-- Problem to work on --
Find every line in the records below that contains "stream", and copy it.

[Data for review Boundary: Start]

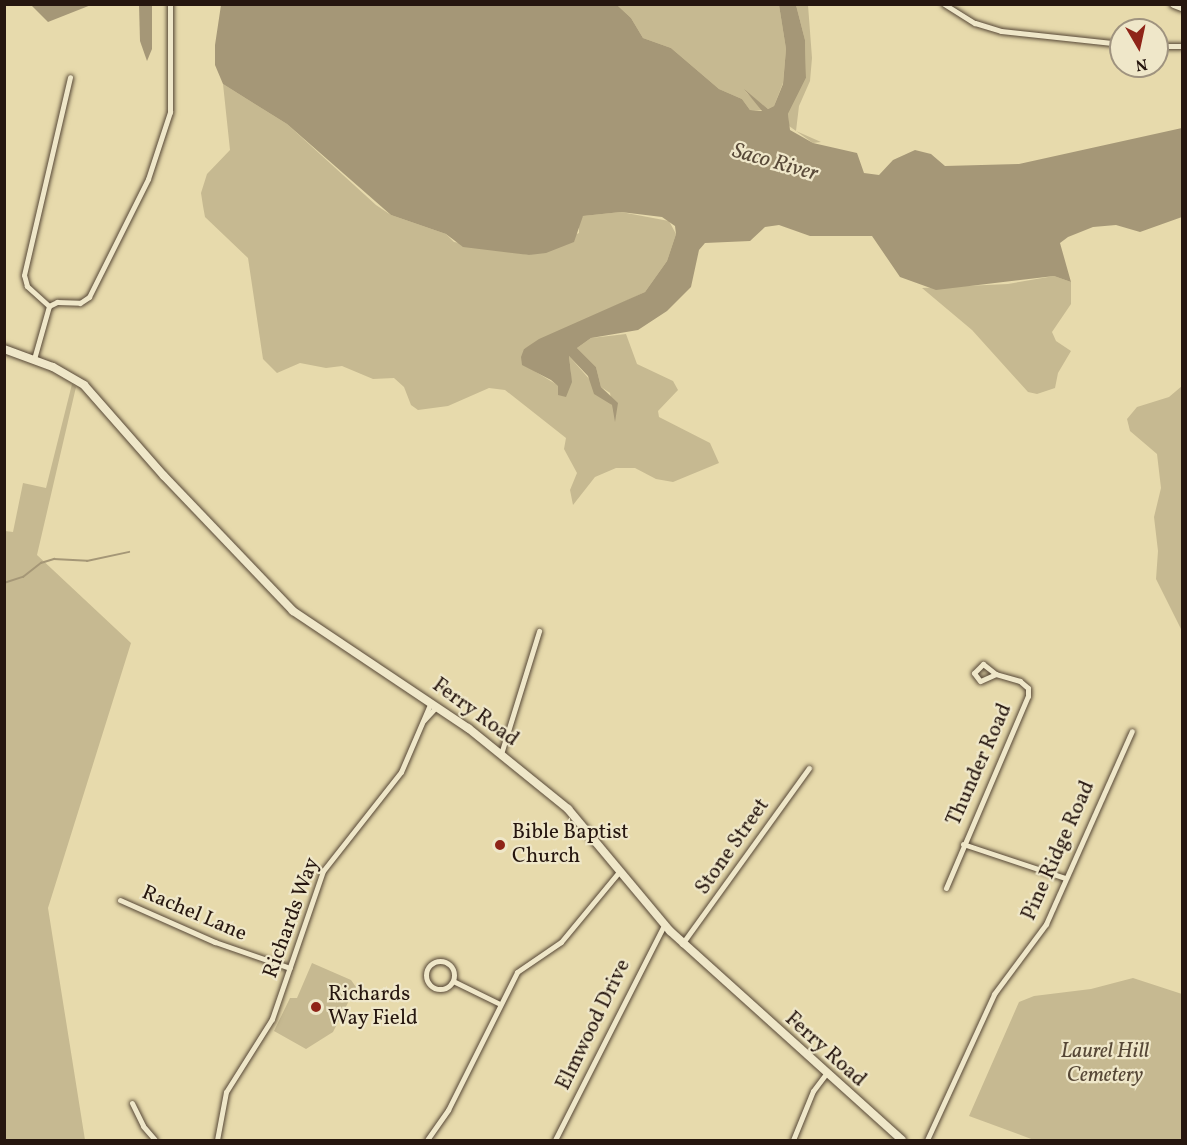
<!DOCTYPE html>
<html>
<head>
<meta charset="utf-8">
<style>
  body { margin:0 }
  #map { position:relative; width:1187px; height:1145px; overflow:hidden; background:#e7daac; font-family:Vollkorn,serif }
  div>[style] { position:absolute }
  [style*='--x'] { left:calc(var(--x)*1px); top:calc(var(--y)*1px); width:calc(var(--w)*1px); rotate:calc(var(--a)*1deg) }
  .green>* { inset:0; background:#c6b991 }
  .water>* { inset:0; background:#a59777 }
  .stream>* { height:1.5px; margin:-0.75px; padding:0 0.75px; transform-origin:0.75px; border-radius:0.75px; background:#a59777 }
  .roads { filter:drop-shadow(0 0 2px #564736) drop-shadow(0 0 2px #564736) }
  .street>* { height:5px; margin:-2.5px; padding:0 2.5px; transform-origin:2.5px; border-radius:2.5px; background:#efe7c9 }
  .street>.ring { margin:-2.5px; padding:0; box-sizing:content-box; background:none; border:5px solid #efe7c9; border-radius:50% }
  .secondary>* { height:8px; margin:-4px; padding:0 4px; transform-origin:4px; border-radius:4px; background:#efe7c9 }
  .dots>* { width:16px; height:16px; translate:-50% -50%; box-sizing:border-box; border:3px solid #efe7c9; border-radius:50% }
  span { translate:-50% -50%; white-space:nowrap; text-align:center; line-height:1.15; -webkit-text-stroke:4.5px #efe7c9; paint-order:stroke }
  .street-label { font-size:21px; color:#26160f }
  .poi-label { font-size:21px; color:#26160f }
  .left { translate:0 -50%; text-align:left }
  .park-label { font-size:21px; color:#564736; font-style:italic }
  .water-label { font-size:22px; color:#594a39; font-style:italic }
  .frame { position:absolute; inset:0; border:6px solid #26160f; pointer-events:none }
  .north { position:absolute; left:1109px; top:18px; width:60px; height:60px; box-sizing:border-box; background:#efe7c9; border:2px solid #9f937f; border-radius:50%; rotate:171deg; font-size:16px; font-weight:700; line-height:24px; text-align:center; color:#26160f }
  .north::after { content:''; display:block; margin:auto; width:21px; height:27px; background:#8f2418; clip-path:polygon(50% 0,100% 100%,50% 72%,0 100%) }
</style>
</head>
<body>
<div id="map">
  <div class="green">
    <div style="clip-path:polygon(617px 5px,779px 5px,786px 49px,783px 83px,774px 106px,768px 109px,745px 91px,763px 110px,750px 110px,742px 99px,719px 89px,671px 48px,643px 38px,631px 18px)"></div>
    <div style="clip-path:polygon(796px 5px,808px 5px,812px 58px,810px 81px,799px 106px,796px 131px,821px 142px,813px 143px,789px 126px,788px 114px,806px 78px,805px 40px)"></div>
    <div style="clip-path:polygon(223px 84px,287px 124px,376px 205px,391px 215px,446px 234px,454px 242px,529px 255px,579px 233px,579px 220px,583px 216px,621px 212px,669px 221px,676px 234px,667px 261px,645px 292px,524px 349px,531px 369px,559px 386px,571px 373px,569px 356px,612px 405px,615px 421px,610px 393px,601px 387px,596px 367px,577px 348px,591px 338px,626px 334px,637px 364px,673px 381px,678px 390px,658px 411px,659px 417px,710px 443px,719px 463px,673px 482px,656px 479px,635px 468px,616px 468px,595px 477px,573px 505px,570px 490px,577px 473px,564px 449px,566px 438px,505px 390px,489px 388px,448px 406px,418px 410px,411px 405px,404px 387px,394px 378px,373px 379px,342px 366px,326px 368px,300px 363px,277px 373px,263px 359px,248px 258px,205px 217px,203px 206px,201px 193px,207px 174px,230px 150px)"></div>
    <div style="clip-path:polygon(1054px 276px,1071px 282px,1071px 304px,1052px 332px,1056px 341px,1071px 351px,1058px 373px,1055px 388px,1037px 394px,1028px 392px,972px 330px,922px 288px,1008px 284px)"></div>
    <div style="clip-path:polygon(72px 384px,76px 387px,37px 555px,131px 643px,48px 908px,85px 1140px,5px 1140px,5px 531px,13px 532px,23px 483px,46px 488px)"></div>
    <div style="clip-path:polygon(1182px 386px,1182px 631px,1156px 579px,1158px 551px,1154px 517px,1161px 488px,1157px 454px,1130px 431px,1127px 419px,1137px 407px,1169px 397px)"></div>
    <div style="clip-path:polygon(312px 963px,351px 980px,356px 987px,333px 1032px,306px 1049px,274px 1031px,290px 998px,297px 998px)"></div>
    <div style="clip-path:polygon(1133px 978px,1182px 994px,1182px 1140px,1034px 1140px,969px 1116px,1019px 1002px,1034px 996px,1091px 989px)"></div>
  </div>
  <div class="water">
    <div style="clip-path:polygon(31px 5px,91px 5px,48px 22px)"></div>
    <div style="clip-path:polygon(139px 5px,152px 6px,152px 49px,147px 61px,140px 41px)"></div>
    <div style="clip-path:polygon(221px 5px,617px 5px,631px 18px,643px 38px,671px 48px,719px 89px,742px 99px,750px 110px,762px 111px,744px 89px,768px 109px,774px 106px,783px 84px,786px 49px,779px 5px,796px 5px,805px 40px,806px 78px,788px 114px,790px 130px,813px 143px,857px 153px,864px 173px,879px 175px,893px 160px,915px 150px,931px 154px,945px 166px,1019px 164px,1182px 128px,1182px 217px,1140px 232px,1116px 225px,1093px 227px,1068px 237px,1060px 243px,1071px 282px,1054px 276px,936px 290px,900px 277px,872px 236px,810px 236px,779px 225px,765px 227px,750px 241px,705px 243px,699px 250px,691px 287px,667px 311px,638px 330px,591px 338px,577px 348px,596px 367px,601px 387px,618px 403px,615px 422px,612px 405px,594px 394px,588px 376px,569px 356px,572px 382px,566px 397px,558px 395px,558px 386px,551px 380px,522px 365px,521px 357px,524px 349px,539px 339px,645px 292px,667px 261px,676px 234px,675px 226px,662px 217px,621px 212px,583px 216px,574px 242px,546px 253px,529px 255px,463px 247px,446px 234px,391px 215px,287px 124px,223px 84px,215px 65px,215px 45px)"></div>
  </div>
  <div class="stream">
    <div style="--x:4;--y:583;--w:20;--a:-18"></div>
    <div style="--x:23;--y:577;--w:23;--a:-38"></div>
    <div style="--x:41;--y:563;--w:14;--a:-17"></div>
    <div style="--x:54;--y:559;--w:33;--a:3"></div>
    <div style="--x:87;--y:561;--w:43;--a:-12.1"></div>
  </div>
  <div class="roads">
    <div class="street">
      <div style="--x:944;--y:4;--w:36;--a:32"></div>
      <div style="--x:975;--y:23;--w:27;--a:17"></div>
      <div style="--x:1001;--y:31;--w:121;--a:6.2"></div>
      <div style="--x:1157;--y:46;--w:25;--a:0"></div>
      <div style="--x:49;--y:306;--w:9;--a:-27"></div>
      <div style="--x:57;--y:302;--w:23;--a:2"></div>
      <div style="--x:80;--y:303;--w:11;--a:-34"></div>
      <div style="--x:89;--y:297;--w:132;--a:-63.4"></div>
      <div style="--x:148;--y:179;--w:71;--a:-71.8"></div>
      <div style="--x:170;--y:112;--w:108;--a:-90"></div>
      <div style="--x:49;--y:306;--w:30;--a:-138"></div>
      <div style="--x:27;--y:286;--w:11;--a:-105"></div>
      <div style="--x:24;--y:275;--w:203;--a:-76.9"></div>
      <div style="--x:34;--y:359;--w:55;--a:-74.2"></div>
      <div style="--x:424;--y:720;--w:19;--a:-47"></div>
      <div style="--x:501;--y:754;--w:129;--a:-72.8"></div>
      <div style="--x:963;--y:844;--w:108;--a:18.4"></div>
      <div style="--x:946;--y:888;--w:209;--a:-66.9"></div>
      <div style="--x:1028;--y:696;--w:8;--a:-90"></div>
      <div style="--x:1028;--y:688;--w:11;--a:-139"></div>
      <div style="--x:1020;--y:681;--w:25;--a:-164"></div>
      <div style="--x:996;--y:674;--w:17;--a:156"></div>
      <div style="--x:980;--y:681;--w:10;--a:-127"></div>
      <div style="--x:974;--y:673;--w:13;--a:-45"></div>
      <div style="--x:983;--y:664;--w:16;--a:38"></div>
      <div style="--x:120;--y:900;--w:104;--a:23.9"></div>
      <div style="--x:215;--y:942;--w:79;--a:19.1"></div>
      <div style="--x:682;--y:944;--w:217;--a:-54.2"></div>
      <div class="ring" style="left:426px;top:961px;width:23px;height:23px"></div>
      <div style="--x:453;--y:981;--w:52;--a:26.1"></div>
      <div style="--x:132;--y:1103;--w:25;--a:64"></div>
      <div style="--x:143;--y:1126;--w:18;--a:49"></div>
      <div style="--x:217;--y:1140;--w:49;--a:-79.4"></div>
      <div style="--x:226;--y:1092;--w:86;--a:-57.8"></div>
      <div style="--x:272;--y:1019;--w:157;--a:-71"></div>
      <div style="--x:323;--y:871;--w:126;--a:-51.8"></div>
      <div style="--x:401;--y:772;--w:76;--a:-66.8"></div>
      <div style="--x:427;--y:1140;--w:37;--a:-55"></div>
      <div style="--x:448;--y:1110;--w:154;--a:-63.4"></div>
      <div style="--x:517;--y:972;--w:53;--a:-34.3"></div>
      <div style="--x:561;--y:942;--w:91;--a:-50.4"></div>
      <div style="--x:555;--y:1140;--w:241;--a:-63.1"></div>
      <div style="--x:793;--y:1140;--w:53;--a:-67.8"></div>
      <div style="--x:813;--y:1091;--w:21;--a:-53"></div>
      <div style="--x:927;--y:1140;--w:161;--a:-65.3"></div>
      <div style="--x:994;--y:994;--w:87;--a:-53.4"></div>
      <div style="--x:1046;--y:924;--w:211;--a:-66"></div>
    </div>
    <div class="secondary">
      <div style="--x:1174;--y:4;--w:9;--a:21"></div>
      <div style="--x:4;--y:349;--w:52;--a:20.2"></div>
      <div style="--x:53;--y:367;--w:36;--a:30"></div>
      <div style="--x:84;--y:385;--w:121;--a:48.7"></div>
      <div style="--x:164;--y:476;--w:187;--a:46.3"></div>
      <div style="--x:293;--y:611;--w:211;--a:33.8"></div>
      <div style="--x:468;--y:728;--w:129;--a:39"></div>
      <div style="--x:568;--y:809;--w:159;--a:50.1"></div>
      <div style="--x:670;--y:931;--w:312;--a:42"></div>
    </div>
  </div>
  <div class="dots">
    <div style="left:500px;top:845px;background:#8f2418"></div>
    <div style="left:316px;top:1007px;background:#8f2418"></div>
  </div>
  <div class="street-label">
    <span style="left:475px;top:713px;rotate:36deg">Ferry Road</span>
    <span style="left:980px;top:765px;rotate:-66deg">Thunder Road</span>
    <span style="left:733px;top:847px;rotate:-55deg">Stone Street</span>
    <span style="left:1059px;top:851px;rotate:-66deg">Pine Ridge Road</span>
    <span style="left:194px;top:914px;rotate:23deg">Rachel Lane</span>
    <span style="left:292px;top:918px;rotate:-70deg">Richards Way</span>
    <span style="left:594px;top:1025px;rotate:-64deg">Elmwood Drive</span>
    <span style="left:825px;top:1050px;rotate:42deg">Ferry Road</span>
  </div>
  <div class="poi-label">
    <span class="left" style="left:512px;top:845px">Bible Baptist<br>Church</span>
    <span class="left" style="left:328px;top:1007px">Richards<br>Way Field</span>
  </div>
  <div class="park-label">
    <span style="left:1105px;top:1064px">Laurel Hill<br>Cemetery</span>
  </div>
  <div class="water-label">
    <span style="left:775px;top:163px;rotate:16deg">Saco River</span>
  </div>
  <div class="frame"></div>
  <div class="north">N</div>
</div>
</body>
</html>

[Data for review Boundary: End]

-- Completed exercise --
  .stream>* { height:1.5px; margin:-0.75px; padding:0 0.75px; transform-origin:0.75px; border-radius:0.75px; background:#a59777 }
  <div class="stream">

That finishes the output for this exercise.